**** DATA RECORDS

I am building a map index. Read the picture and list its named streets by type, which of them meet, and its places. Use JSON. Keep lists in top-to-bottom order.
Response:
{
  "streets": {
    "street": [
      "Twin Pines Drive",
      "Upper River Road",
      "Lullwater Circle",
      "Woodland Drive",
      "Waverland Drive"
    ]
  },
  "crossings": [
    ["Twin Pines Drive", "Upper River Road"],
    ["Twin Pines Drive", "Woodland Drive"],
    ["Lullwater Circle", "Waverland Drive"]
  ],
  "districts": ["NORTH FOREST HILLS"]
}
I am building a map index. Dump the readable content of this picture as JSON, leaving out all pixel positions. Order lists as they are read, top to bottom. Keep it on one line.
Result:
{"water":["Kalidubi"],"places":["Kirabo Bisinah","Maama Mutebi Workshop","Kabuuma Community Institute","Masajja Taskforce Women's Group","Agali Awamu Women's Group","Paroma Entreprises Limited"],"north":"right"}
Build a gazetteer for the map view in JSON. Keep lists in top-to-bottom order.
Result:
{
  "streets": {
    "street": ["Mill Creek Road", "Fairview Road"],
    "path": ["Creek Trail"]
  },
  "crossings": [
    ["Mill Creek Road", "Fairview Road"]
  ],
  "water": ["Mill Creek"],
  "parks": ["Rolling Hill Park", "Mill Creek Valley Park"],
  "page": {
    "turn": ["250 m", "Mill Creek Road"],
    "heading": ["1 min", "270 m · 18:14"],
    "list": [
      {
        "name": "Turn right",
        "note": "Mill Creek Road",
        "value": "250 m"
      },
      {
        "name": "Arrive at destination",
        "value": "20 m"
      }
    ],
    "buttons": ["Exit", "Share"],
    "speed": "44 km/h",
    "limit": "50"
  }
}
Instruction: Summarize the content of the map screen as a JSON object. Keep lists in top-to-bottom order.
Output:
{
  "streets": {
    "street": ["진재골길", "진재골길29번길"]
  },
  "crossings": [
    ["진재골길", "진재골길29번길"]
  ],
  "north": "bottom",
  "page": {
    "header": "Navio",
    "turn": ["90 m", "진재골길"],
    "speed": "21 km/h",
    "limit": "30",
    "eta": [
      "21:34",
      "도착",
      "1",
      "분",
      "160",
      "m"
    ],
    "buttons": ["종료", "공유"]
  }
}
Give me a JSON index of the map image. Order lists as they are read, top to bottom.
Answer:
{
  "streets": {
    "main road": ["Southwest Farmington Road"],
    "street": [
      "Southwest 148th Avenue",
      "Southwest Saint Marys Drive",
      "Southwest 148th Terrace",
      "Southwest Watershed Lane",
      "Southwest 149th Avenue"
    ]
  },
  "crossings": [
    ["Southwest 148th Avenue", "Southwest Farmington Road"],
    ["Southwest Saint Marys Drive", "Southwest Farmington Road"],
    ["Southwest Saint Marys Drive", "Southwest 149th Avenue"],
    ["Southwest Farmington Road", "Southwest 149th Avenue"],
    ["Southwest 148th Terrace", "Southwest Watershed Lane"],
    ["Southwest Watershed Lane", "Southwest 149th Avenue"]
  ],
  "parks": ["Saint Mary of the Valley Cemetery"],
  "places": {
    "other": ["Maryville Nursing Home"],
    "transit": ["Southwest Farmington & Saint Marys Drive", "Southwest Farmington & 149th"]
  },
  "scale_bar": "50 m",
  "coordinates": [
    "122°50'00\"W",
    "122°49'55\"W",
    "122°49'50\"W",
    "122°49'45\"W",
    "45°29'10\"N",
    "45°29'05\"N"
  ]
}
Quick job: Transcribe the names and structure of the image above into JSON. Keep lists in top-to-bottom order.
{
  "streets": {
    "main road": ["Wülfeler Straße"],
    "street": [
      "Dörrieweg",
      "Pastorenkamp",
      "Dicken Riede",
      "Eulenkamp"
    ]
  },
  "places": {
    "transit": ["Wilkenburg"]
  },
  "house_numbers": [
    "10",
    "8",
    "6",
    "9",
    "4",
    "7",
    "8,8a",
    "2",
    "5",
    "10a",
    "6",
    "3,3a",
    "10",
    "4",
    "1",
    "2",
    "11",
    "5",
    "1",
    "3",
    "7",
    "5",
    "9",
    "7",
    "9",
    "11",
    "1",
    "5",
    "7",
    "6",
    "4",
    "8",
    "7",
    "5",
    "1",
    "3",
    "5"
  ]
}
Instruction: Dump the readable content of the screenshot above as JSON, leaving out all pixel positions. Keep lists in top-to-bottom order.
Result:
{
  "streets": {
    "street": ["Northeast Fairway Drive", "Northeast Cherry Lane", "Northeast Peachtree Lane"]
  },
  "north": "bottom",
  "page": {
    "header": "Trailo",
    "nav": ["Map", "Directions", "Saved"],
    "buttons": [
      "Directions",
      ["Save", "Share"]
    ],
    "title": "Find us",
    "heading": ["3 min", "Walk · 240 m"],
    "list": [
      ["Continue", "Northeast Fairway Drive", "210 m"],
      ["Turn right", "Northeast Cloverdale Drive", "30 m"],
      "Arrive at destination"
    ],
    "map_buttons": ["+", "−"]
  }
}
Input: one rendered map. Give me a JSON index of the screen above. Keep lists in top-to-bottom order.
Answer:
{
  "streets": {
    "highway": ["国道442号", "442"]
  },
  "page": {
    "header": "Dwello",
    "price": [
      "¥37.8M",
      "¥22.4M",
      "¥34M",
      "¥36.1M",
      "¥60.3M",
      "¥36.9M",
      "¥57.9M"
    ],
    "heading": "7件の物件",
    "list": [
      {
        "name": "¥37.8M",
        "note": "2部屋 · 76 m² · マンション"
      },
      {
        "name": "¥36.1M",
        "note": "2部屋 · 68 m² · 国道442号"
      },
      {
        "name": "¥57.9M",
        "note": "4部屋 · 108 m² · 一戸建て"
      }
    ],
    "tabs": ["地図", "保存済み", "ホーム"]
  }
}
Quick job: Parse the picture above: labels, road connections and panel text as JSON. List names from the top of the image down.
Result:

********

:: TASK BRIEF ::
Could you transcribe every entry exactly, without altering anything?

:: EXERCISE ANSWER ::
I am building a map index. Read the picture and list its named streets by type, which of them meet, and its places. Use JSON. Keep lists in top-to-bottom order.
Response:
{
  "streets": {
    "street": [
      "Twin Pines Drive",
      "Upper River Road",
      "Lullwater Circle",
      "Woodland Drive",
      "Waverland Drive"
    ]
  },
  "crossings": [
    ["Twin Pines Drive", "Upper River Road"],
    ["Twin Pines Drive", "Woodland Drive"],
    ["Lullwater Circle", "Waverland Drive"]
  ],
  "districts": ["NORTH FOREST HILLS"]
}
I am building a map index. Dump the readable content of this picture as JSON, leaving out all pixel positions. Order lists as they are read, top to bottom. Keep it on one line.
Result:
{"water":["Kalidubi"],"places":["Kirabo Bisinah","Maama Mutebi Workshop","Kabuuma Community Institute","Masajja Taskforce Women's Group","Agali Awamu Women's Group","Paroma Entreprises Limited"],"north":"right"}
Build a gazetteer for the map view in JSON. Keep lists in top-to-bottom order.
Result:
{
  "streets": {
    "street": ["Mill Creek Road", "Fairview Road"],
    "path": ["Creek Trail"]
  },
  "crossings": [
    ["Mill Creek Road", "Fairview Road"]
  ],
  "water": ["Mill Creek"],
  "parks": ["Rolling Hill Park", "Mill Creek Valley Park"],
  "page": {
    "turn": ["250 m", "Mill Creek Road"],
    "heading": ["1 min", "270 m · 18:14"],
    "list": [
      {
        "name": "Turn right",
        "note": "Mill Creek Road",
        "value": "250 m"
      },
      {
        "name": "Arrive at destination",
        "value": "20 m"
      }
    ],
    "buttons": ["Exit", "Share"],
    "speed": "44 km/h",
    "limit": "50"
  }
}
Instruction: Summarize the content of the map screen as a JSON object. Keep lists in top-to-bottom order.
Output:
{
  "streets": {
    "street": ["진재골길", "진재골길29번길"]
  },
  "crossings": [
    ["진재골길", "진재골길29번길"]
  ],
  "north": "bottom",
  "page": {
    "header": "Navio",
    "turn": ["90 m", "진재골길"],
    "speed": "21 km/h",
    "limit": "30",
    "eta": [
      "21:34",
      "도착",
      "1",
      "분",
      "160",
      "m"
    ],
    "buttons": ["종료", "공유"]
  }
}
Give me a JSON index of the map image. Order lists as they are read, top to bottom.
Answer:
{
  "streets": {
    "main road": ["Southwest Farmington Road"],
    "street": [
      "Southwest 148th Avenue",
      "Southwest Saint Marys Drive",
      "Southwest 148th Terrace",
      "Southwest Watershed Lane",
      "Southwest 149th Avenue"
    ]
  },
  "crossings": [
    ["Southwest 148th Avenue", "Southwest Farmington Road"],
    ["Southwest Saint Marys Drive", "Southwest Farmington Road"],
    ["Southwest Saint Marys Drive", "Southwest 149th Avenue"],
    ["Southwest Farmington Road", "Southwest 149th Avenue"],
    ["Southwest 148th Terrace", "Southwest Watershed Lane"],
    ["Southwest Watershed Lane", "Southwest 149th Avenue"]
  ],
  "parks": ["Saint Mary of the Valley Cemetery"],
  "places": {
    "other": ["Maryville Nursing Home"],
    "transit": ["Southwest Farmington & Saint Marys Drive", "Southwest Farmington & 149th"]
  },
  "scale_bar": "50 m",
  "coordinates": [
    "122°50'00\"W",
    "122°49'55\"W",
    "122°49'50\"W",
    "122°49'45\"W",
    "45°29'10\"N",
    "45°29'05\"N"
  ]
}
Quick job: Transcribe the names and structure of the image above into JSON. Keep lists in top-to-bottom order.
{
  "streets": {
    "main road": ["Wülfeler Straße"],
    "street": [
      "Dörrieweg",
      "Pastorenkamp",
      "Dicken Riede",
      "Eulenkamp"
    ]
  },
  "places": {
    "transit": ["Wilkenburg"]
  },
  "house_numbers": [
    "10",
    "8",
    "6",
    "9",
    "4",
    "7",
    "8,8a",
    "2",
    "5",
    "10a",
    "6",
    "3,3a",
    "10",
    "4",
    "1",
    "2",
    "11",
    "5",
    "1",
    "3",
    "7",
    "5",
    "9",
    "7",
    "9",
    "11",
    "1",
    "5",
    "7",
    "6",
    "4",
    "8",
    "7",
    "5",
    "1",
    "3",
    "5"
  ]
}
Instruction: Dump the readable content of the screenshot above as JSON, leaving out all pixel positions. Keep lists in top-to-bottom order.
Result:
{
  "streets": {
    "street": ["Northeast Fairway Drive", "Northeast Cherry Lane", "Northeast Peachtree Lane"]
  },
  "north": "bottom",
  "page": {
    "header": "Trailo",
    "nav": ["Map", "Directions", "Saved"],
    "buttons": [
      "Directions",
      ["Save", "Share"]
    ],
    "title": "Find us",
    "heading": ["3 min", "Walk · 240 m"],
    "list": [
      ["Continue", "Northeast Fairway Drive", "210 m"],
      ["Turn right", "Northeast Cloverdale Drive", "30 m"],
      "Arrive at destination"
    ],
    "map_buttons": ["+", "−"]
  }
}
Input: one rendered map. Give me a JSON index of the screen above. Keep lists in top-to-bottom order.
Answer:
{
  "streets": {
    "highway": ["国道442号", "442"]
  },
  "page": {
    "header": "Dwello",
    "price": [
      "¥37.8M",
      "¥22.4M",
      "¥34M",
      "¥36.1M",
      "¥60.3M",
      "¥36.9M",
      "¥57.9M"
    ],
    "heading": "7件の物件",
    "list": [
      {
        "name": "¥37.8M",
        "note": "2部屋 · 76 m² · マンション"
      },
      {
        "name": "¥36.1M",
        "note": "2部屋 · 68 m² · 国道442号"
      },
      {
        "name": "¥57.9M",
        "note": "4部屋 · 108 m² · 一戸建て"
      }
    ],
    "tabs": ["地図", "保存済み", "ホーム"]
  }
}
Quick job: Parse the picture above: labels, road connections and panel text as JSON. List names from the top of the image down.
Result:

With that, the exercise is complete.